Subscription Required. Please recommend JoVE to your librarian.

Discussion

Кости является весьма васкуляризированной ткани с уникальной способностью постоянно исцелить и переделывать на протяжении всей жизни отдельных1. Уровень васкуляризации имеет важное значение для ремонта остеогенез и дефект. Низкая васкуляризации ограничивает широкое клиническое применение тканей инженерии костей. Создание высоко васкуляризированной костной ткани инженерии согласно теории биомиметики стала инструментом для ремонта дефектов костей большого сегмента. Различные виды лесов были успешно применяется для ремонта сравнительно небольших костных дефектов. Однако для критических костных дефектов, применение строительных лесов для ремонта по-прежнему сталкивается препятствий, главным образом из-за недостаточно крови поставок для ремонта дефектов. Таким образом улучшение кровоснабжения в процессе ремонта больших костных дефектов является одним из основных вопросов в тканевой инженерии.

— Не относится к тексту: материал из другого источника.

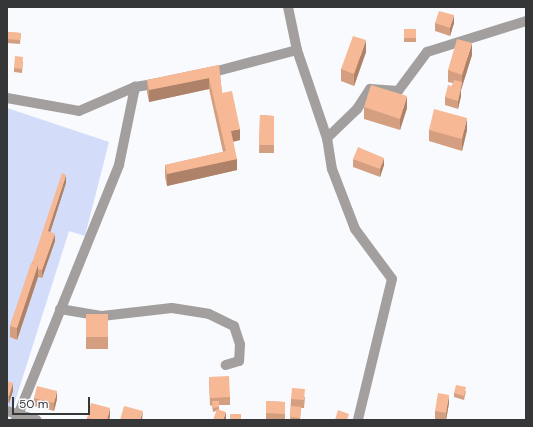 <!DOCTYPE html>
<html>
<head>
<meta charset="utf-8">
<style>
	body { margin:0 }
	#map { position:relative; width:533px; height:427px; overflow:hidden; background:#f9fafe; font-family:"DM Sans",sans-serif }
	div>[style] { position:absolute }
	.green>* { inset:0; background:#d3dcf8 }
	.minor>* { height:10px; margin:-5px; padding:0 5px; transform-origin:5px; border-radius:5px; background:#a29f9e }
	.wall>* { inset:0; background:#d49f80 }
	.shaded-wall>* { inset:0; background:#ad8268 }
	.building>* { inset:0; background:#f7b995 }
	span { translate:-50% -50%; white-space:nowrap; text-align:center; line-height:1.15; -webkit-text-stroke:4px #f9fafe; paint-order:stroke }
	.frame { position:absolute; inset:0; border:8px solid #353638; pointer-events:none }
	.scale { position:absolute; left:12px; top:397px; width:78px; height:18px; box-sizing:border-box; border:2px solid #353638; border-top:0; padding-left:5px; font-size:12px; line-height:14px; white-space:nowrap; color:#353638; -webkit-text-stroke:3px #f9fafe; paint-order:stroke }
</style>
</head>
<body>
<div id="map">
	<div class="green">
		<div style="clip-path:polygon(7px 108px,109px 142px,85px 236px,69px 231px,13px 408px,7px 406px)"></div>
	</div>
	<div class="minor">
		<div style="left:288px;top:7px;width:44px;rotate:78.2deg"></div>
		<div style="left:297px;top:50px;width:93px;rotate:71.2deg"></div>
		<div style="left:327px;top:138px;width:31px;rotate:81deg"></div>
		<div style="left:332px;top:169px;width:64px;rotate:69deg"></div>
		<div style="left:355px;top:229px;width:62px;rotate:53.5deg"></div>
		<div style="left:392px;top:279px;width:145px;rotate:103.6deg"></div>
		<div style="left:206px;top:74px;width:94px;rotate:-14.8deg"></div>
		<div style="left:7px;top:98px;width:73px;rotate:10.2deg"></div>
		<div style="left:79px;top:111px;width:61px;rotate:-23.2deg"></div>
		<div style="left:135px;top:87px;width:24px;rotate:-9deg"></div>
		<div style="left:327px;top:138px;width:42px;rotate:-44deg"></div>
		<div style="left:357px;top:109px;width:24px;rotate:-57deg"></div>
		<div style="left:370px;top:89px;width:28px;rotate:4deg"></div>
		<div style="left:398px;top:91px;width:49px;rotate:-53.4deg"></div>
		<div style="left:427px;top:52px;width:104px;rotate:-17.4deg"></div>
		<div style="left:60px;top:309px;width:43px;rotate:9.5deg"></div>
		<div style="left:102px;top:316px;width:70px;rotate:-6.5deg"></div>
		<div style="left:172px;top:308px;width:37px;rotate:9deg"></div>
		<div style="left:209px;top:314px;width:28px;rotate:26deg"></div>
		<div style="left:234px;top:326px;width:19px;rotate:72deg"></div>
		<div style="left:240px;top:344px;width:17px;rotate:93deg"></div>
		<div style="left:239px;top:361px;width:14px;rotate:163deg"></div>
		<div style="left:7px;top:411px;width:31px;rotate:17deg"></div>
		<div style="left:16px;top:420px;width:275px;rotate:-68deg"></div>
		<div style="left:119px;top:165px;width:80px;rotate:-78.4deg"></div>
	</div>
	<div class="wall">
		<div style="clip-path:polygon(435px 23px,454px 23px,450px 36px,435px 31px)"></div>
		<div style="clip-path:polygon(404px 29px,416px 29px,416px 42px,404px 42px)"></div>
		<div style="clip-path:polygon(7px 32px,21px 33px,20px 44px,7px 43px)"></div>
		<div style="clip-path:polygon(366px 52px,354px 86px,341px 81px,341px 69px)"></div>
		<div style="clip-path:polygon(472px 55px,461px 90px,461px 96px,458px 109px,445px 105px,445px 97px,452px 86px,453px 83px,448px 82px,448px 70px)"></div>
		<div style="clip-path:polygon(23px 61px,22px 73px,14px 72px,14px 68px)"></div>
		<div style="clip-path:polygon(219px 65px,222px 93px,240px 140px,233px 142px,237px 170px,167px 186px,165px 177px,165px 165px,223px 152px,209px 89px,149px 102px,147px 92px,147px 80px)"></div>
		<div style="clip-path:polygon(364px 107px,407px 108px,400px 130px,364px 119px)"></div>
		<div style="clip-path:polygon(260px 115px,274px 116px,274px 153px,259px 153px)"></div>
		<div style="clip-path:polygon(429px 130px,467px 130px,462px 151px,429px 141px)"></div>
		<div style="clip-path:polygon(353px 159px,384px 165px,380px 177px,353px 167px)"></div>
		<div style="clip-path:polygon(66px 183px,50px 232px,55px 241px,42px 278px,38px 277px,17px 340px,10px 337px,10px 326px,32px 263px)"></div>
		<div style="clip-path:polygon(86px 314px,108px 314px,108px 349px,86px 349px)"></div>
		<div style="clip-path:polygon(209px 377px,230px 397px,230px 405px,219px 405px,219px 410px,213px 412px,212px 405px,210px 406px)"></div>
		<div style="clip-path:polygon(7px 381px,13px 391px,9px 403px,7px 403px)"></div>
		<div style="clip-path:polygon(466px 391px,464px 400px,454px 397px,454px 393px)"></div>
		<div style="clip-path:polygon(305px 397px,304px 408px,301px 408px,300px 420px,290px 420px,291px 399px)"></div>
		<div style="clip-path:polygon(34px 398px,57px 399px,54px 411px,34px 406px)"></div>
		<div style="clip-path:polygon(266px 401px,285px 402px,285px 420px,266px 420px)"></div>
		<div style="clip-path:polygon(449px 403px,446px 420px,435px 419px,435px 411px)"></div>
		<div style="clip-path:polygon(110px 416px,109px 420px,87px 420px,87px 418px)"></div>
	</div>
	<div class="shaded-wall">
		<div style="clip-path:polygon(454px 15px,454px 23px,450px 36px,450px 28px)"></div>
		<div style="clip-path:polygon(366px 40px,366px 52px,354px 86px,354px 74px)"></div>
		<div style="clip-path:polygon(472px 43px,472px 55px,461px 90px,461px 96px,458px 109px,458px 101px,462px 82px,462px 75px)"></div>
		<div style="clip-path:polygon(209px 78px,209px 89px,149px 102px,149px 90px)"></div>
		<div style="clip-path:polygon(407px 96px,407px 108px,400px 130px,400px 119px)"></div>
		<div style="clip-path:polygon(467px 118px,467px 130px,462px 151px,462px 139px)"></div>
		<div style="clip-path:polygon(240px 129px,240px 140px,231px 142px,231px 131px)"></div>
		<div style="clip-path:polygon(384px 158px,384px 165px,380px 177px,380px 169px)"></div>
		<div style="clip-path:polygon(237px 159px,237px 170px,167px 186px,167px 174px)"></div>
		<div style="clip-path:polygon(66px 175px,66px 183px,48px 239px,48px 231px)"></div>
		<div style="clip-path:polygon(55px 234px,55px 241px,42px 278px,42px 270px)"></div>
		<div style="clip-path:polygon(38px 265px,38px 277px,17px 340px,17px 328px)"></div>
		<div style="clip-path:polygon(13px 383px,13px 391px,9px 403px,9px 396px)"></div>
		<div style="clip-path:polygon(57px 391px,57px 399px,54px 411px,54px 403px)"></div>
		<div style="clip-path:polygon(449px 395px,449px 403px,446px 420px,446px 413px)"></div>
		<div style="clip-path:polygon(110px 408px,110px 416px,109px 420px,107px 420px)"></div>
		<div style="clip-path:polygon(143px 411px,142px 420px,140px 420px)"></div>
		<div style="clip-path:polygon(226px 412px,226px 420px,223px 420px)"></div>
	</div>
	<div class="building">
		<div style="clip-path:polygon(439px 11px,454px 15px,450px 28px,435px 23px)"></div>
		<div style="clip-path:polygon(404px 29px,416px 29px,416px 38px,404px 38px)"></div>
		<div style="clip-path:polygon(7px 32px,21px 33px,20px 40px,7px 39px)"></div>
		<div style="clip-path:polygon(353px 36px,366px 40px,354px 74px,341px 69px)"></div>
		<div style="clip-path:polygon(457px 39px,472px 43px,462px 75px,448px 70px)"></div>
		<div style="clip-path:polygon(15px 56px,23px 57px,22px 69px,14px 68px)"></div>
		<div style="clip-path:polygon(219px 65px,222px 93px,232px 91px,240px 129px,231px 131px,237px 159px,167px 174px,165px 165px,226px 151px,209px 78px,149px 90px,147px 80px)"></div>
		<div style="clip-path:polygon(454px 80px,462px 82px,461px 88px,452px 86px)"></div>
		<div style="clip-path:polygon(371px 85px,407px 96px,400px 119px,364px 107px)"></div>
		<div style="clip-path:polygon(448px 85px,461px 88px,458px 101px,445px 97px)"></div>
		<div style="clip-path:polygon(434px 109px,467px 118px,462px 139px,429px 130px)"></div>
		<div style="clip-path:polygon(260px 115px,274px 116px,274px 145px,259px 145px)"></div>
		<div style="clip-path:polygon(358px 147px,384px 158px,380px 169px,353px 159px)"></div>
		<div style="clip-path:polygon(62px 173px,66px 175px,48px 231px,55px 234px,42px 270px,38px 269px,38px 265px,32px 263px)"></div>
		<div style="clip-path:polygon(31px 263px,38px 265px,17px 328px,10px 326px)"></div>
		<div style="clip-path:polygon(86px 314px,108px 314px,108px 337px,86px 337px)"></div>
		<div style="clip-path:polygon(229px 376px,230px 397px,210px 398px,209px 377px)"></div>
		<div style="clip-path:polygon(7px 381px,13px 383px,9px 396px,7px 395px)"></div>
		<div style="clip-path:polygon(456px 385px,466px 387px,464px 396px,454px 393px)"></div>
		<div style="clip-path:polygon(37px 386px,57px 391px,54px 403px,34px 398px)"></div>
		<div style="clip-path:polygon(292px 388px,305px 389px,304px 400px,291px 399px)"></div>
		<div style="clip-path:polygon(438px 393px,449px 395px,446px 413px,435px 411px)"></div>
		<div style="clip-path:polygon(212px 401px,219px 401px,219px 407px,213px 408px)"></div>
		<div style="clip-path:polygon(266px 401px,285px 402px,285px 414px,266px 413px)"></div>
		<div style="clip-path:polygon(91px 403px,110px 408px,107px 420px,95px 420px,87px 418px)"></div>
		<div style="clip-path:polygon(124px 406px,143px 411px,140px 420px,120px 420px)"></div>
		<div style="clip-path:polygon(291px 406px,301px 407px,300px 418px,290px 417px)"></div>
		<div style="clip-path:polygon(217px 409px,226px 412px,223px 420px,213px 420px)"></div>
		<div style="clip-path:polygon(338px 410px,349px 414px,347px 420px,335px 420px)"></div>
		<div style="clip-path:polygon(230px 414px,241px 414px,241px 420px,230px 420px)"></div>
	</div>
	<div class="frame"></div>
	<div class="scale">50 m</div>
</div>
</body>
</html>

Люди используют Биоактивный материал покрытием лесов, чтобы помочь установить необходимые морфогенетических поля, которые могут стимулировать, набора и продвижения хемотаксис, дифференциации и пролиферации клеток, необходимых для формирования это и кости 37. это в ткани инженерии лесов имеет важное значение для клеток для получения кислорода и питательных веществ, для удаления отходов и в конечном счете для выполнения функции лесов. Цели этого исследования были расследовать ангиогенеза с в vivo multiphoton микроскопии в генетически модифицированных, 3D-печати PLGA/nHAp леску для ремонта дефекта черепа критических костных и оценить последствия использования регенерации костной ткани microCT.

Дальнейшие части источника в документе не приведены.